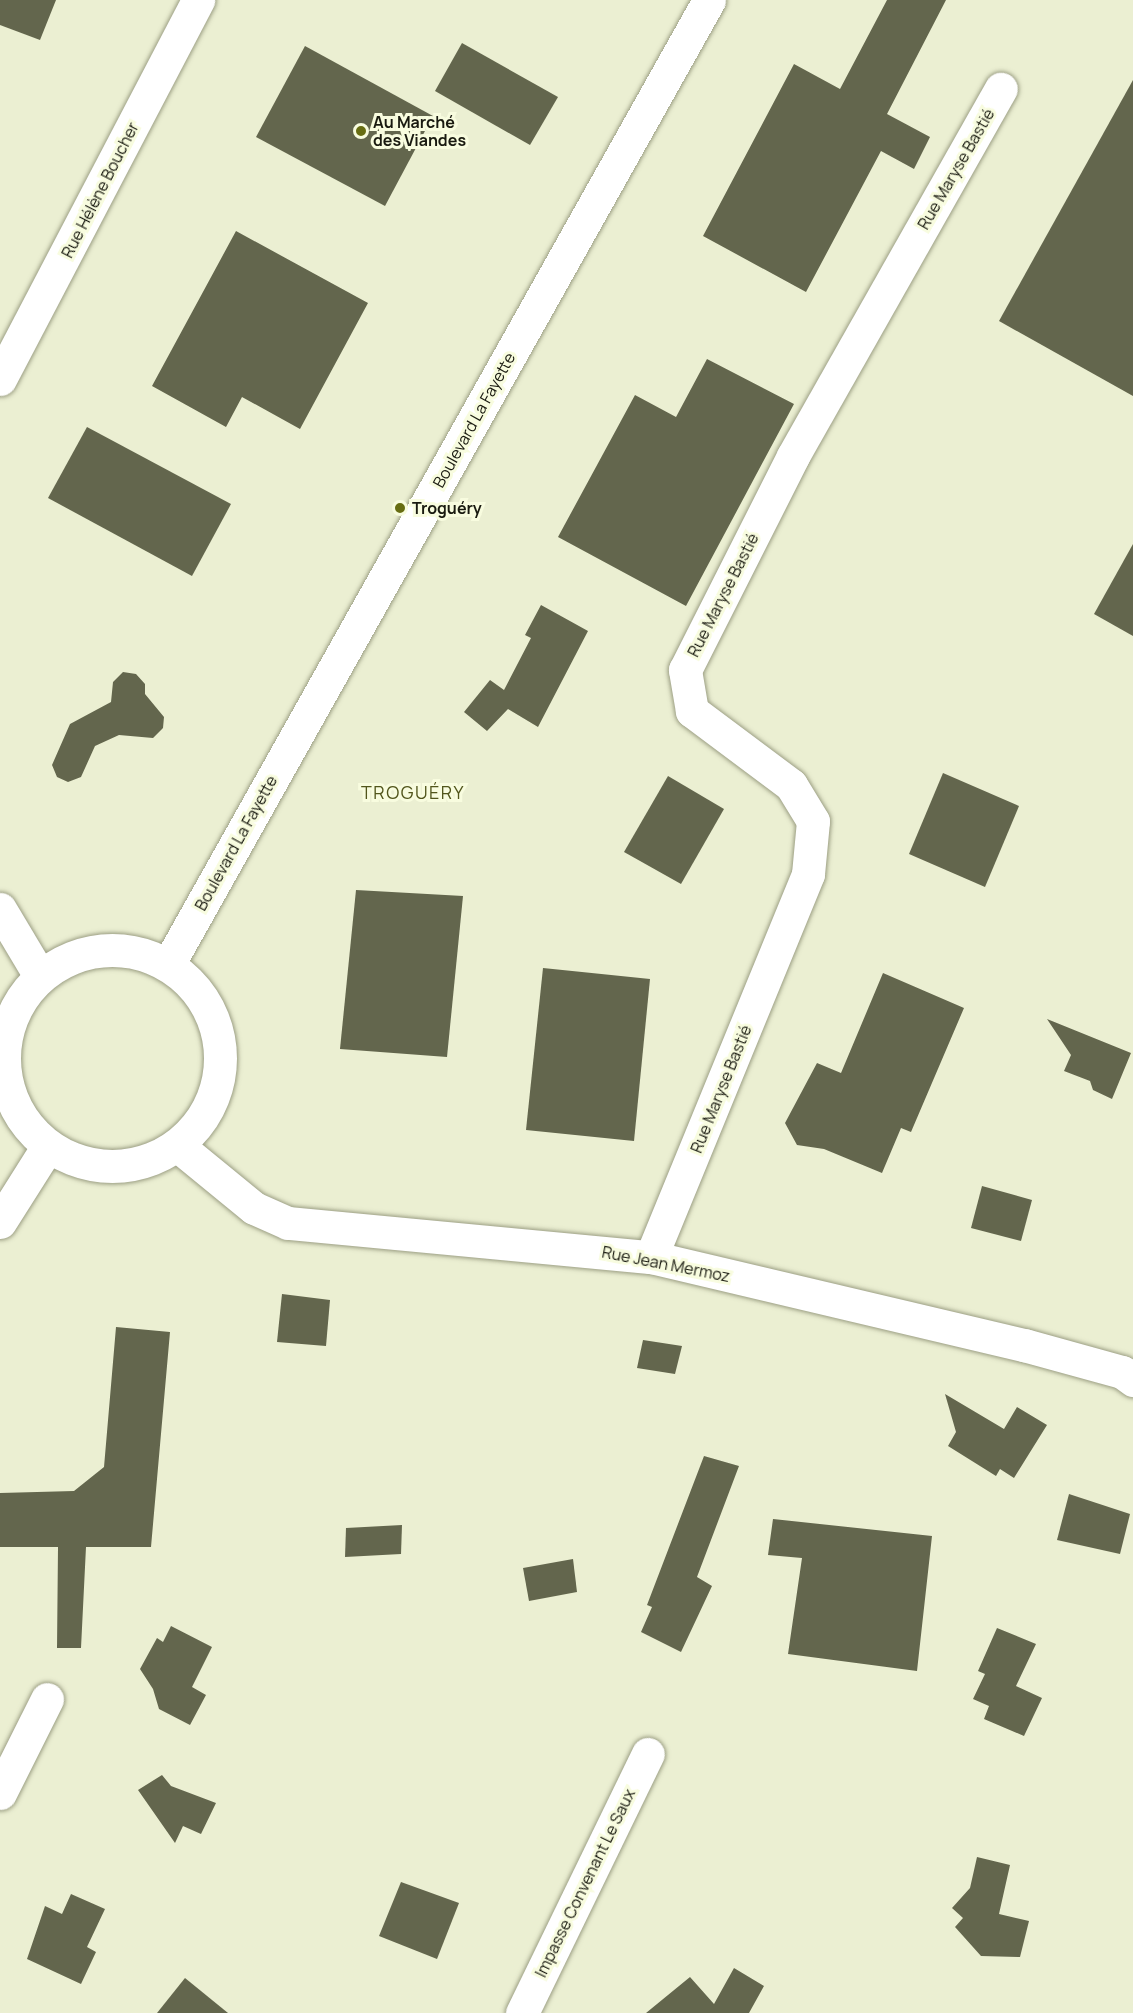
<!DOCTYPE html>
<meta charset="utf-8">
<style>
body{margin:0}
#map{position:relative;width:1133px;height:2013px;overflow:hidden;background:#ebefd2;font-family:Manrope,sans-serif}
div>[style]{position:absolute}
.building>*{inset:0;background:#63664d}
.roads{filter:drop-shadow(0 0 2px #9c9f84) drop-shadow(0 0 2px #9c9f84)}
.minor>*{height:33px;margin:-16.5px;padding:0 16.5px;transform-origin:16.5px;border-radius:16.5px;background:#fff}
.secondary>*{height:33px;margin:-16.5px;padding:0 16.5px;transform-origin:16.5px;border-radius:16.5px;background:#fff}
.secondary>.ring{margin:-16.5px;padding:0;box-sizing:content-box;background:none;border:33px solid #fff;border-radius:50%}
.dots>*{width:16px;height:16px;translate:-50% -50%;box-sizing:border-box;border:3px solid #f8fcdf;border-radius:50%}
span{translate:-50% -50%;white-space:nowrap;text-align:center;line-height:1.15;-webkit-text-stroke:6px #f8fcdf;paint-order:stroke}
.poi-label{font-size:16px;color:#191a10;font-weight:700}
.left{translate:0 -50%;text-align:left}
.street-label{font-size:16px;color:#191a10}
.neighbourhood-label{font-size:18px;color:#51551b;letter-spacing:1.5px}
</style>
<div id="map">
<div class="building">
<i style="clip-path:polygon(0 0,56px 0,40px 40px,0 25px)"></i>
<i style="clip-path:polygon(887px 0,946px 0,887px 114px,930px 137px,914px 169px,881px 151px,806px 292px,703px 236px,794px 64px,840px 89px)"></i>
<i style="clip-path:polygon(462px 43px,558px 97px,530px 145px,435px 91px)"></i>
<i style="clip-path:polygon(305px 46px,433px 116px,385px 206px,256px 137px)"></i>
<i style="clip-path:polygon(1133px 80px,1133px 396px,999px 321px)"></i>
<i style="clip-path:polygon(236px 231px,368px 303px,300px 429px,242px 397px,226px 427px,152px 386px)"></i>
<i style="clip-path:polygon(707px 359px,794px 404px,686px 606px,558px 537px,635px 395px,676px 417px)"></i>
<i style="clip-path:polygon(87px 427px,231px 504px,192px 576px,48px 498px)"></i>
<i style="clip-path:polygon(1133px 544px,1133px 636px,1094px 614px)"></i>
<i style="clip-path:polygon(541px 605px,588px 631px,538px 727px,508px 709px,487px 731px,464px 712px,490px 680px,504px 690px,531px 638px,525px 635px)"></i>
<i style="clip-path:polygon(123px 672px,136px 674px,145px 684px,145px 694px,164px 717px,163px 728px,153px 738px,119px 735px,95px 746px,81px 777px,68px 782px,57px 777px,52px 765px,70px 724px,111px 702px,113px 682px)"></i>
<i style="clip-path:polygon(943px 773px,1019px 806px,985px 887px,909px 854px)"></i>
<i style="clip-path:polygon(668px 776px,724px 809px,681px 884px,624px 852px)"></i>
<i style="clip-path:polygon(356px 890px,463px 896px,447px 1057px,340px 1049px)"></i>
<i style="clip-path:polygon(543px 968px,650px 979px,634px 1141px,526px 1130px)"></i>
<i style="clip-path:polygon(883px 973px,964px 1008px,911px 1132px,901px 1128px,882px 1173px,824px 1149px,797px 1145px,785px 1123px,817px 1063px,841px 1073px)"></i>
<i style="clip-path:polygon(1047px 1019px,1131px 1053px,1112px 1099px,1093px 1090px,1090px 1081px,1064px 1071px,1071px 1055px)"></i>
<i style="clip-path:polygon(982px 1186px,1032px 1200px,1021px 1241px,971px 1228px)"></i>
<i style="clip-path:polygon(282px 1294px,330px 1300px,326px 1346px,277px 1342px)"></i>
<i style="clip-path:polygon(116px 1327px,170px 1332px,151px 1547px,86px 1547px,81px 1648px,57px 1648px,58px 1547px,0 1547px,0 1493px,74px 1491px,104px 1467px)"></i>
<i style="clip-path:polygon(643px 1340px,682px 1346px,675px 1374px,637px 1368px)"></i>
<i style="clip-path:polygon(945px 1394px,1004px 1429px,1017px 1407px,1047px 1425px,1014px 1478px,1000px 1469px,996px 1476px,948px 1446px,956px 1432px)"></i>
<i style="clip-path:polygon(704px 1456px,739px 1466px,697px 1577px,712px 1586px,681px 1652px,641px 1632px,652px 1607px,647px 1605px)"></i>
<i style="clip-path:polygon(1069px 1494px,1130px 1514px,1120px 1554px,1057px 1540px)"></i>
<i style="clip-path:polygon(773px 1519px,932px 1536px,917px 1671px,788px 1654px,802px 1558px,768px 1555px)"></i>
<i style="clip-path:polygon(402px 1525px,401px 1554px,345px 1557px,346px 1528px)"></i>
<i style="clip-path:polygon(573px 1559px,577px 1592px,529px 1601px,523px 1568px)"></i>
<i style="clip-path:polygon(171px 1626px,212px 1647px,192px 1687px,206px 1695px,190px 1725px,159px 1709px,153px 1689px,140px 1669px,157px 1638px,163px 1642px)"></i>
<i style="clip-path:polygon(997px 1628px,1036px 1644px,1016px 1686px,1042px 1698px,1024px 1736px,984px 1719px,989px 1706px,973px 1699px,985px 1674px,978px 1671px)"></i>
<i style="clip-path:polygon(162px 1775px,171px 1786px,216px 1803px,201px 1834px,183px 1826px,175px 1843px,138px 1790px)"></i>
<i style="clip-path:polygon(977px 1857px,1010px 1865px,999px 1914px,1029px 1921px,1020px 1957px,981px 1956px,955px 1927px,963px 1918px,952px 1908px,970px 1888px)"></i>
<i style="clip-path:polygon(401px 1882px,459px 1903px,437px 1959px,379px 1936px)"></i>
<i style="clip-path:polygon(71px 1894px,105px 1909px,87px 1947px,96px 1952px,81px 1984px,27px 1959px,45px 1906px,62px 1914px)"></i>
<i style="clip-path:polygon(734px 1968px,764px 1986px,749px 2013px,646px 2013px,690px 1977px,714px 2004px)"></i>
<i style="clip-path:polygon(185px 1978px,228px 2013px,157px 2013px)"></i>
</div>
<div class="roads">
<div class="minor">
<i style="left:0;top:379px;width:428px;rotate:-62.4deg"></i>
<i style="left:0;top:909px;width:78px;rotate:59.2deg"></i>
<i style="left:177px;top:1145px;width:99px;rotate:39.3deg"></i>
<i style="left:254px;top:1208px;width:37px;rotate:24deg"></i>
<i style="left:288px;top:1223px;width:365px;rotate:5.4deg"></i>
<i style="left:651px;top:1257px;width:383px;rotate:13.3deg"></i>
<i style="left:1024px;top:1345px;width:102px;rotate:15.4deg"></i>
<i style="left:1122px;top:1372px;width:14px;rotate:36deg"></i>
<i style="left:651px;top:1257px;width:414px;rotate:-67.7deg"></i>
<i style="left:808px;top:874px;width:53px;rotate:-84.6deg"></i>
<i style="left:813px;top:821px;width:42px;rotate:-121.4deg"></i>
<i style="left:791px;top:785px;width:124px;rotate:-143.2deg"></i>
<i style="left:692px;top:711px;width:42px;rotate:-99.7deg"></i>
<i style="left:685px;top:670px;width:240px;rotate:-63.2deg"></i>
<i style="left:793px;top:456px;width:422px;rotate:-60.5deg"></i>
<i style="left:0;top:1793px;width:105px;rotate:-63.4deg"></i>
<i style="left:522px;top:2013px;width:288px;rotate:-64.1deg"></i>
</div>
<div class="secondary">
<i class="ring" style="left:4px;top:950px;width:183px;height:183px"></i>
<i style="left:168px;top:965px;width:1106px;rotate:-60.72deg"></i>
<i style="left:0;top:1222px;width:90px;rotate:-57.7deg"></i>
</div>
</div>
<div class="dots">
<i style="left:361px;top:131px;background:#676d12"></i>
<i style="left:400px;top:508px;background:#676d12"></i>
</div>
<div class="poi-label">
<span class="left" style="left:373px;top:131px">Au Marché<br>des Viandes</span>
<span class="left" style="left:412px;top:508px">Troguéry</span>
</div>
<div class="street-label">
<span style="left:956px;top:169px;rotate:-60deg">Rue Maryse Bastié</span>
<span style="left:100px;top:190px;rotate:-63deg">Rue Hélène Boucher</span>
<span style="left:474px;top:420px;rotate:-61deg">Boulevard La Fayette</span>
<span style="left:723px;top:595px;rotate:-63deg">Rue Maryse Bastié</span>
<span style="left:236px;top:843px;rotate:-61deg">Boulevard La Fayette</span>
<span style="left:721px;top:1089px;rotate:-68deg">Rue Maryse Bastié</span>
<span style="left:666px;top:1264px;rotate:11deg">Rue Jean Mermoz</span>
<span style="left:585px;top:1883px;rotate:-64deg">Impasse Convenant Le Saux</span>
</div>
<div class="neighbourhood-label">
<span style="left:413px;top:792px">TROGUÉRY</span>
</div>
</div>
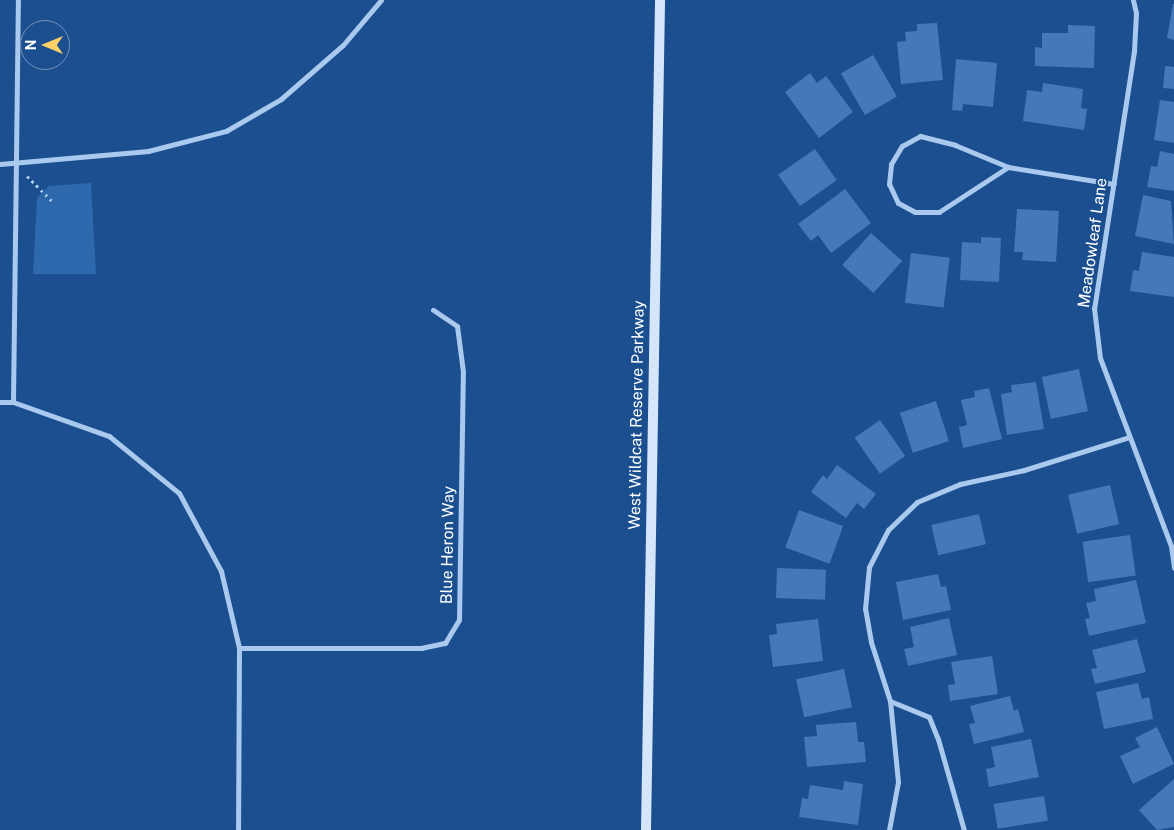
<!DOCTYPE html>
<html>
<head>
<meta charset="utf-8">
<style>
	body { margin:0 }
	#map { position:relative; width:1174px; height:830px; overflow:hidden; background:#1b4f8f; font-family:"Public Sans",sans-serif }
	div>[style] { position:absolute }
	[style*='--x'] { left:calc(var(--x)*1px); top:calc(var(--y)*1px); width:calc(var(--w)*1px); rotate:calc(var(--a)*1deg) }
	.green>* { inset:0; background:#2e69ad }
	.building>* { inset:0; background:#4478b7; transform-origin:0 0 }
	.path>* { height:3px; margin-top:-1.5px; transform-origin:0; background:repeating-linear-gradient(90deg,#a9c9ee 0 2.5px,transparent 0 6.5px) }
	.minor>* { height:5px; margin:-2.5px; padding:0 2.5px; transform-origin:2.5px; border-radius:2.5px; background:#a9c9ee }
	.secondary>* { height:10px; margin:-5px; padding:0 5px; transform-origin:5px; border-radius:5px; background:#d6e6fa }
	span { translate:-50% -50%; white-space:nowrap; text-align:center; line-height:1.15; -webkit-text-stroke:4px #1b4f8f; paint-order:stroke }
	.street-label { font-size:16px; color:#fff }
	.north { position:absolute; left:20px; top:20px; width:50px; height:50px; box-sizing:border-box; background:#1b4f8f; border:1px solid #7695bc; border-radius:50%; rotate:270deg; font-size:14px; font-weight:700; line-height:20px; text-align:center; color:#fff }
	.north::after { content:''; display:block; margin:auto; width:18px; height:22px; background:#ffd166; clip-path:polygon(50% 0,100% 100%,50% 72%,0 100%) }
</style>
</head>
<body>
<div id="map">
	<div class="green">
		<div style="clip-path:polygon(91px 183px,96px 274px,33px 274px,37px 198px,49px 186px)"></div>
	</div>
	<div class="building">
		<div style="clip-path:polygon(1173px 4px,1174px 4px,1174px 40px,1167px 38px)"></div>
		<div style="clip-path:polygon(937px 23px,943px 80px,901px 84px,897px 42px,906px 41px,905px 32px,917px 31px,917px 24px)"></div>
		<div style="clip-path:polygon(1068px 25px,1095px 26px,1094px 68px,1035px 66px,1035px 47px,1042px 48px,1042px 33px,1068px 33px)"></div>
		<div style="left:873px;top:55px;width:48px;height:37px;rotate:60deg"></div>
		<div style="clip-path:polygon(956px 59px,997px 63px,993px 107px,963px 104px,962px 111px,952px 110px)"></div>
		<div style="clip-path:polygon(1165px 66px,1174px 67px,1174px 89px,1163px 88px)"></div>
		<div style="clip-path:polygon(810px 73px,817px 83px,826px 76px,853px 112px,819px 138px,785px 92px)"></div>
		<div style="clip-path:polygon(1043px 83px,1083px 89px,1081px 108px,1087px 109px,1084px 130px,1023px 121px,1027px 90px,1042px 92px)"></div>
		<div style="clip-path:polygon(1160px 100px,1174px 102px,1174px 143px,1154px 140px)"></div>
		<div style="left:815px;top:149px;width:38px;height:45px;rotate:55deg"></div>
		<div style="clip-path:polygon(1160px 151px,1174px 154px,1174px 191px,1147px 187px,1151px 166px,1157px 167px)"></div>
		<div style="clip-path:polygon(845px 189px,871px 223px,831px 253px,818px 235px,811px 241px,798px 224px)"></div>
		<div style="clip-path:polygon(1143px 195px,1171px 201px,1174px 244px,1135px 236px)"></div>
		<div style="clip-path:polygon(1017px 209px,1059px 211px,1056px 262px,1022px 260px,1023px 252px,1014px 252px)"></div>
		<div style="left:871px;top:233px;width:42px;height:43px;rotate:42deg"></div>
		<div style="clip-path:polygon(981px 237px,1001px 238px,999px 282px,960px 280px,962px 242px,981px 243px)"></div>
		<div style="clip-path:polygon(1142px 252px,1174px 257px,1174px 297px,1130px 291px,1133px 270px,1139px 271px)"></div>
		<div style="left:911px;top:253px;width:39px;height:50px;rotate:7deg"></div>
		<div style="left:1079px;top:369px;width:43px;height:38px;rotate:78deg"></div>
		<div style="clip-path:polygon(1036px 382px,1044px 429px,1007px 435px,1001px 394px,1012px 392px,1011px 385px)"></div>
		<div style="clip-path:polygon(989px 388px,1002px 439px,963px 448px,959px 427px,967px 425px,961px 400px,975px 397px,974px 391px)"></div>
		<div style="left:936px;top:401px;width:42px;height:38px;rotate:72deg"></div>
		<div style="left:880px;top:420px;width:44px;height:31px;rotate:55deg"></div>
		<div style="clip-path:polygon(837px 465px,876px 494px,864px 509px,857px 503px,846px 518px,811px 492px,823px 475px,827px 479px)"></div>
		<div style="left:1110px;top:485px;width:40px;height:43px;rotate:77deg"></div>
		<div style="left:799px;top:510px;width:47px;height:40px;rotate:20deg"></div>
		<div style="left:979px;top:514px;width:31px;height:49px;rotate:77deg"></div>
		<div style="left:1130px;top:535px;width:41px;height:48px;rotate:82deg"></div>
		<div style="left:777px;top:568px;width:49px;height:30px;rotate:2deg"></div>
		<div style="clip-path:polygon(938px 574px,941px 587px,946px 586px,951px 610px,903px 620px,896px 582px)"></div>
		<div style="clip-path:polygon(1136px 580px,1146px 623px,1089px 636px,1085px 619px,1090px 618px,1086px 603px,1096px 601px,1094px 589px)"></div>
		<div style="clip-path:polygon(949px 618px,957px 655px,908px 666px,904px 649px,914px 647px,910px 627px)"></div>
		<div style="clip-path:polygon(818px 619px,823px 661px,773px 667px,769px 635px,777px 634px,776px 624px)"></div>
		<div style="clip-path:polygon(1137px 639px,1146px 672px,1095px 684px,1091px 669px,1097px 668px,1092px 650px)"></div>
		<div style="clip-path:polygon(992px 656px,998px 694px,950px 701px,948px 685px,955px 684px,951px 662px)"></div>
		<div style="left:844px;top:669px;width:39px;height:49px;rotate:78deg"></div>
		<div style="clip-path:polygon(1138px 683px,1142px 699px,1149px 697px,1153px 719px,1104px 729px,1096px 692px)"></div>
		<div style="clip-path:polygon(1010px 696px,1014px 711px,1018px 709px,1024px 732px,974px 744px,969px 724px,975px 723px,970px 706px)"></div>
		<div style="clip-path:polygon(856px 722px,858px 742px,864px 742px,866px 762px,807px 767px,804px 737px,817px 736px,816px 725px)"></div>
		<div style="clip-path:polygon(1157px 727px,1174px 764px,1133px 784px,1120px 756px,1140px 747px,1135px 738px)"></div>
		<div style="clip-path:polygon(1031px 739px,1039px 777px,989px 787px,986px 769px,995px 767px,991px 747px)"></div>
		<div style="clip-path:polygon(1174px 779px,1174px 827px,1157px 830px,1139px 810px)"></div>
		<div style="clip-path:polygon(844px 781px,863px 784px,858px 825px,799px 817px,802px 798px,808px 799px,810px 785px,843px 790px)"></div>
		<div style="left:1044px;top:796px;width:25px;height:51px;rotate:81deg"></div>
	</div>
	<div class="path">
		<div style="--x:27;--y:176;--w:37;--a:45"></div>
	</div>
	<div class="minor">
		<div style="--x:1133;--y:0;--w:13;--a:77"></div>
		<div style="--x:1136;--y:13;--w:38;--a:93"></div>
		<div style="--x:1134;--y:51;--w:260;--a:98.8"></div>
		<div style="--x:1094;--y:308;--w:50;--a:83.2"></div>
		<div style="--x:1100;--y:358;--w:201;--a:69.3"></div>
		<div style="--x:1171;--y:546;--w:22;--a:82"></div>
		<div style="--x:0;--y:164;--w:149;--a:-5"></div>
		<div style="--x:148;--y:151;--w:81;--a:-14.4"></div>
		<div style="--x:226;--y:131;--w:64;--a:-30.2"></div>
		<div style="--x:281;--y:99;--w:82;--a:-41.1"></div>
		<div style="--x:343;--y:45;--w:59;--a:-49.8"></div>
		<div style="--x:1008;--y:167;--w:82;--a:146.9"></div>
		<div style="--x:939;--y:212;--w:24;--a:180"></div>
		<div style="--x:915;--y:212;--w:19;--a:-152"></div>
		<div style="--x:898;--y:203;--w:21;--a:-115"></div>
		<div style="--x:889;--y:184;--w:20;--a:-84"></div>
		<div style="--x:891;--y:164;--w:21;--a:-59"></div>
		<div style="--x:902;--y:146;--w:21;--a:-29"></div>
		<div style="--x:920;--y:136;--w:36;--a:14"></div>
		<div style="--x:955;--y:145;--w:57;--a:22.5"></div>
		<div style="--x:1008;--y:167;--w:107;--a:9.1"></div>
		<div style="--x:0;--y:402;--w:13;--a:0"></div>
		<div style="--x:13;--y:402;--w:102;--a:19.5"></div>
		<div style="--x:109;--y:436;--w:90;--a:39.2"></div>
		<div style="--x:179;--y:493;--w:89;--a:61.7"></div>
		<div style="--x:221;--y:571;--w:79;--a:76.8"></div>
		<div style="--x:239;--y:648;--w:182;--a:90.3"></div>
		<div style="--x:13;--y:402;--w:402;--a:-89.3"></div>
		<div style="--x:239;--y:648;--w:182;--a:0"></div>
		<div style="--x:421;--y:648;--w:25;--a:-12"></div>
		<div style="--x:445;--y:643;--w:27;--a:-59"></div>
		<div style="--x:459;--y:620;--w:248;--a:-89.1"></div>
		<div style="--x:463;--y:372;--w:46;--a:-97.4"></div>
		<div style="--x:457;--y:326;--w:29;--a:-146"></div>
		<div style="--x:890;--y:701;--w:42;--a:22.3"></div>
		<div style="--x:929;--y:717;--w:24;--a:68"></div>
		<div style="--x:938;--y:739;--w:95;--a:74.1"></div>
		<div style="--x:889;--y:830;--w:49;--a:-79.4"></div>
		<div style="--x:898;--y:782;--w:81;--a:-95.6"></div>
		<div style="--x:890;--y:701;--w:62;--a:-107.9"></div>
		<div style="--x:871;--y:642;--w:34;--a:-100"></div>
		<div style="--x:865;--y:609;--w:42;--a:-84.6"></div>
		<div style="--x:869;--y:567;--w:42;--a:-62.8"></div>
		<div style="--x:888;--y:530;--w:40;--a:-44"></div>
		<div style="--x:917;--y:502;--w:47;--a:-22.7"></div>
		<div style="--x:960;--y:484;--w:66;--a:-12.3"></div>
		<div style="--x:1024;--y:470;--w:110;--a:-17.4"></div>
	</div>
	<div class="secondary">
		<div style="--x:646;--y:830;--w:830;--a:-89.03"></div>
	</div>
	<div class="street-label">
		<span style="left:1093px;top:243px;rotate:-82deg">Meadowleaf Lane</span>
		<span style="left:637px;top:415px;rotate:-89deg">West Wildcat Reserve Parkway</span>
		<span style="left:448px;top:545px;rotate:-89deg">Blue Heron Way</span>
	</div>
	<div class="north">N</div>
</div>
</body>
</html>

▸ EXERCISE INSTRUCTIONS
Which lines contain "serif"? Copy each of them from the listing.

▸ ANSWER BOX
#map{position:relative;width:1133px;height:2013px;overflow:hidden;background:#ebefd2;font-family:Manrope,sans-serif}
	#map { position:relative; width:1174px; height:830px; overflow:hidden; background:#1b4f8f; font-family:"Public Sans",sans-serif }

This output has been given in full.